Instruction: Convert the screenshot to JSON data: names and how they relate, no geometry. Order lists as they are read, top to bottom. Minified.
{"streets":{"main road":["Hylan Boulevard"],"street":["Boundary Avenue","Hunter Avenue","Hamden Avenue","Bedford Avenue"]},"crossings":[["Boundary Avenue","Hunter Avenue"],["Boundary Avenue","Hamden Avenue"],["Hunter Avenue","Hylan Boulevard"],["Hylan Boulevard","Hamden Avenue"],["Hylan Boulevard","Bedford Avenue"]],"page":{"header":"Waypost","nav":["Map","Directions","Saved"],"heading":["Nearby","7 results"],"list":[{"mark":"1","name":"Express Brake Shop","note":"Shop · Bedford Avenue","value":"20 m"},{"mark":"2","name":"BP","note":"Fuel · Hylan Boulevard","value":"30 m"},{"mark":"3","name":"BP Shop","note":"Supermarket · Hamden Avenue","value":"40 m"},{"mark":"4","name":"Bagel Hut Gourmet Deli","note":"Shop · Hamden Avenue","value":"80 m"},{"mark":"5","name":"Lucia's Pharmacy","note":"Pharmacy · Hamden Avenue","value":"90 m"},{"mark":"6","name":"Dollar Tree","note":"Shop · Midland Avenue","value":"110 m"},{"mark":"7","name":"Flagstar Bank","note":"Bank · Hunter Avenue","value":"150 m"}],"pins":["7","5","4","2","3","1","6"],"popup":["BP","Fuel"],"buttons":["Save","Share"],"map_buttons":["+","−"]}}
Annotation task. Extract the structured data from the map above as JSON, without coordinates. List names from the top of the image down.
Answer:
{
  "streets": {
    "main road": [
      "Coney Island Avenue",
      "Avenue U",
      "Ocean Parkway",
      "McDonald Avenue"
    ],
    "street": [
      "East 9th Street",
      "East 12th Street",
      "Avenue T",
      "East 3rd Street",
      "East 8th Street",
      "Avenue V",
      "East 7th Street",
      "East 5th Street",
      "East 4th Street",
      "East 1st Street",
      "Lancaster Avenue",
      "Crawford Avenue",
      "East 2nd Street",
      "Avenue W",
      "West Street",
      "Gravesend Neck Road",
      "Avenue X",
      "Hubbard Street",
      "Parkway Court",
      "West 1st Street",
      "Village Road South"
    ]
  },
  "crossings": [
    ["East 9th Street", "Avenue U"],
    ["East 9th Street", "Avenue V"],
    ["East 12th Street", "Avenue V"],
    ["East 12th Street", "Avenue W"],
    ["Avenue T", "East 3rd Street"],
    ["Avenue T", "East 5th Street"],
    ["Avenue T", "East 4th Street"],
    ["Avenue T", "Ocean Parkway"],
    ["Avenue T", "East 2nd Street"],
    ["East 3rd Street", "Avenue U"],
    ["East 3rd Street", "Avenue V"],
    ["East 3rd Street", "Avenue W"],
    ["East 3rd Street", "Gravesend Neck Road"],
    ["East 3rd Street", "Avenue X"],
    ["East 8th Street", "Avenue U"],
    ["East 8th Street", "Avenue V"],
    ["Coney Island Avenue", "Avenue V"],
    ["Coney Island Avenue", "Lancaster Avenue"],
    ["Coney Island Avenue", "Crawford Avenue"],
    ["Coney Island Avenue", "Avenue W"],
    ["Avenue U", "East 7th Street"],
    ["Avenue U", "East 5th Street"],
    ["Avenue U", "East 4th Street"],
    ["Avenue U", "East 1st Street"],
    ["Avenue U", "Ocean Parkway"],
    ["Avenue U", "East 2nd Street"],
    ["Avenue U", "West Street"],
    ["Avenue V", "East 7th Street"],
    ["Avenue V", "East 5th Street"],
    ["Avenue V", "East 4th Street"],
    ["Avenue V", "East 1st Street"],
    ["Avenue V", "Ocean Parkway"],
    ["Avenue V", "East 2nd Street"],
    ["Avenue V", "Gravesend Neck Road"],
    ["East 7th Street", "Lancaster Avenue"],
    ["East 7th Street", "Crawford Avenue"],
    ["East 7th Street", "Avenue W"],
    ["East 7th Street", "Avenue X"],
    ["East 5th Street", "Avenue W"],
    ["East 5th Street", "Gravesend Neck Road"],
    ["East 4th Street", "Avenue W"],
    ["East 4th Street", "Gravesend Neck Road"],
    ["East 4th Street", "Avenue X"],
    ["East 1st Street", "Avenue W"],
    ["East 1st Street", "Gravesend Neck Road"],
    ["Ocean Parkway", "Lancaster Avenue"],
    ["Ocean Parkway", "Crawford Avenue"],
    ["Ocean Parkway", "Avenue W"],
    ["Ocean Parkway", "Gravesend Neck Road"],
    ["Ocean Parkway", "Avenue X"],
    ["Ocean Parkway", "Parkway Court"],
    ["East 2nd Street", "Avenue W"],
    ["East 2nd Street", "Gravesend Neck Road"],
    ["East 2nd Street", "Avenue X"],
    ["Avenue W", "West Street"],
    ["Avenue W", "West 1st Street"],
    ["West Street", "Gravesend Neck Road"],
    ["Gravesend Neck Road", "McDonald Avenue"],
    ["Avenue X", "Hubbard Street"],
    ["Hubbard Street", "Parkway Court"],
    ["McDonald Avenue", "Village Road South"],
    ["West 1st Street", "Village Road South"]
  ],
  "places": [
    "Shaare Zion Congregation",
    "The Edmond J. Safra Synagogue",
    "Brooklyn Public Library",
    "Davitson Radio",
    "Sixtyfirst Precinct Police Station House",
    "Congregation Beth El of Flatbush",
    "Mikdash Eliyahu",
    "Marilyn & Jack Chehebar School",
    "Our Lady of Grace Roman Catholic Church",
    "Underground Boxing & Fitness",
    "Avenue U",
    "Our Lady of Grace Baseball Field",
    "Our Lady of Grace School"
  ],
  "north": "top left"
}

··········

EXERCISE >>
Give back each line above exactly as written.

SOLUTION >>
Instruction: Convert the screenshot to JSON data: names and how they relate, no geometry. Order lists as they are read, top to bottom. Minified.
{"streets":{"main road":["Hylan Boulevard"],"street":["Boundary Avenue","Hunter Avenue","Hamden Avenue","Bedford Avenue"]},"crossings":[["Boundary Avenue","Hunter Avenue"],["Boundary Avenue","Hamden Avenue"],["Hunter Avenue","Hylan Boulevard"],["Hylan Boulevard","Hamden Avenue"],["Hylan Boulevard","Bedford Avenue"]],"page":{"header":"Waypost","nav":["Map","Directions","Saved"],"heading":["Nearby","7 results"],"list":[{"mark":"1","name":"Express Brake Shop","note":"Shop · Bedford Avenue","value":"20 m"},{"mark":"2","name":"BP","note":"Fuel · Hylan Boulevard","value":"30 m"},{"mark":"3","name":"BP Shop","note":"Supermarket · Hamden Avenue","value":"40 m"},{"mark":"4","name":"Bagel Hut Gourmet Deli","note":"Shop · Hamden Avenue","value":"80 m"},{"mark":"5","name":"Lucia's Pharmacy","note":"Pharmacy · Hamden Avenue","value":"90 m"},{"mark":"6","name":"Dollar Tree","note":"Shop · Midland Avenue","value":"110 m"},{"mark":"7","name":"Flagstar Bank","note":"Bank · Hunter Avenue","value":"150 m"}],"pins":["7","5","4","2","3","1","6"],"popup":["BP","Fuel"],"buttons":["Save","Share"],"map_buttons":["+","−"]}}
Annotation task. Extract the structured data from the map above as JSON, without coordinates. List names from the top of the image down.
Answer:
{
  "streets": {
    "main road": [
      "Coney Island Avenue",
      "Avenue U",
      "Ocean Parkway",
      "McDonald Avenue"
    ],
    "street": [
      "East 9th Street",
      "East 12th Street",
      "Avenue T",
      "East 3rd Street",
      "East 8th Street",
      "Avenue V",
      "East 7th Street",
      "East 5th Street",
      "East 4th Street",
      "East 1st Street",
      "Lancaster Avenue",
      "Crawford Avenue",
      "East 2nd Street",
      "Avenue W",
      "West Street",
      "Gravesend Neck Road",
      "Avenue X",
      "Hubbard Street",
      "Parkway Court",
      "West 1st Street",
      "Village Road South"
    ]
  },
  "crossings": [
    ["East 9th Street", "Avenue U"],
    ["East 9th Street", "Avenue V"],
    ["East 12th Street", "Avenue V"],
    ["East 12th Street", "Avenue W"],
    ["Avenue T", "East 3rd Street"],
    ["Avenue T", "East 5th Street"],
    ["Avenue T", "East 4th Street"],
    ["Avenue T", "Ocean Parkway"],
    ["Avenue T", "East 2nd Street"],
    ["East 3rd Street", "Avenue U"],
    ["East 3rd Street", "Avenue V"],
    ["East 3rd Street", "Avenue W"],
    ["East 3rd Street", "Gravesend Neck Road"],
    ["East 3rd Street", "Avenue X"],
    ["East 8th Street", "Avenue U"],
    ["East 8th Street", "Avenue V"],
    ["Coney Island Avenue", "Avenue V"],
    ["Coney Island Avenue", "Lancaster Avenue"],
    ["Coney Island Avenue", "Crawford Avenue"],
    ["Coney Island Avenue", "Avenue W"],
    ["Avenue U", "East 7th Street"],
    ["Avenue U", "East 5th Street"],
    ["Avenue U", "East 4th Street"],
    ["Avenue U", "East 1st Street"],
    ["Avenue U", "Ocean Parkway"],
    ["Avenue U", "East 2nd Street"],
    ["Avenue U", "West Street"],
    ["Avenue V", "East 7th Street"],
    ["Avenue V", "East 5th Street"],
    ["Avenue V", "East 4th Street"],
    ["Avenue V", "East 1st Street"],
    ["Avenue V", "Ocean Parkway"],
    ["Avenue V", "East 2nd Street"],
    ["Avenue V", "Gravesend Neck Road"],
    ["East 7th Street", "Lancaster Avenue"],
    ["East 7th Street", "Crawford Avenue"],
    ["East 7th Street", "Avenue W"],
    ["East 7th Street", "Avenue X"],
    ["East 5th Street", "Avenue W"],
    ["East 5th Street", "Gravesend Neck Road"],
    ["East 4th Street", "Avenue W"],
    ["East 4th Street", "Gravesend Neck Road"],
    ["East 4th Street", "Avenue X"],
    ["East 1st Street", "Avenue W"],
    ["East 1st Street", "Gravesend Neck Road"],
    ["Ocean Parkway", "Lancaster Avenue"],
    ["Ocean Parkway", "Crawford Avenue"],
    ["Ocean Parkway", "Avenue W"],
    ["Ocean Parkway", "Gravesend Neck Road"],
    ["Ocean Parkway", "Avenue X"],
    ["Ocean Parkway", "Parkway Court"],
    ["East 2nd Street", "Avenue W"],
    ["East 2nd Street", "Gravesend Neck Road"],
    ["East 2nd Street", "Avenue X"],
    ["Avenue W", "West Street"],
    ["Avenue W", "West 1st Street"],
    ["West Street", "Gravesend Neck Road"],
    ["Gravesend Neck Road", "McDonald Avenue"],
    ["Avenue X", "Hubbard Street"],
    ["Hubbard Street", "Parkway Court"],
    ["McDonald Avenue", "Village Road South"],
    ["West 1st Street", "Village Road South"]
  ],
  "places": [
    "Shaare Zion Congregation",
    "The Edmond J. Safra Synagogue",
    "Brooklyn Public Library",
    "Davitson Radio",
    "Sixtyfirst Precinct Police Station House",
    "Congregation Beth El of Flatbush",
    "Mikdash Eliyahu",
    "Marilyn & Jack Chehebar School",
    "Our Lady of Grace Roman Catholic Church",
    "Underground Boxing & Fitness",
    "Avenue U",
    "Our Lady of Grace Baseball Field",
    "Our Lady of Grace School"
  ],
  "north": "top left"
}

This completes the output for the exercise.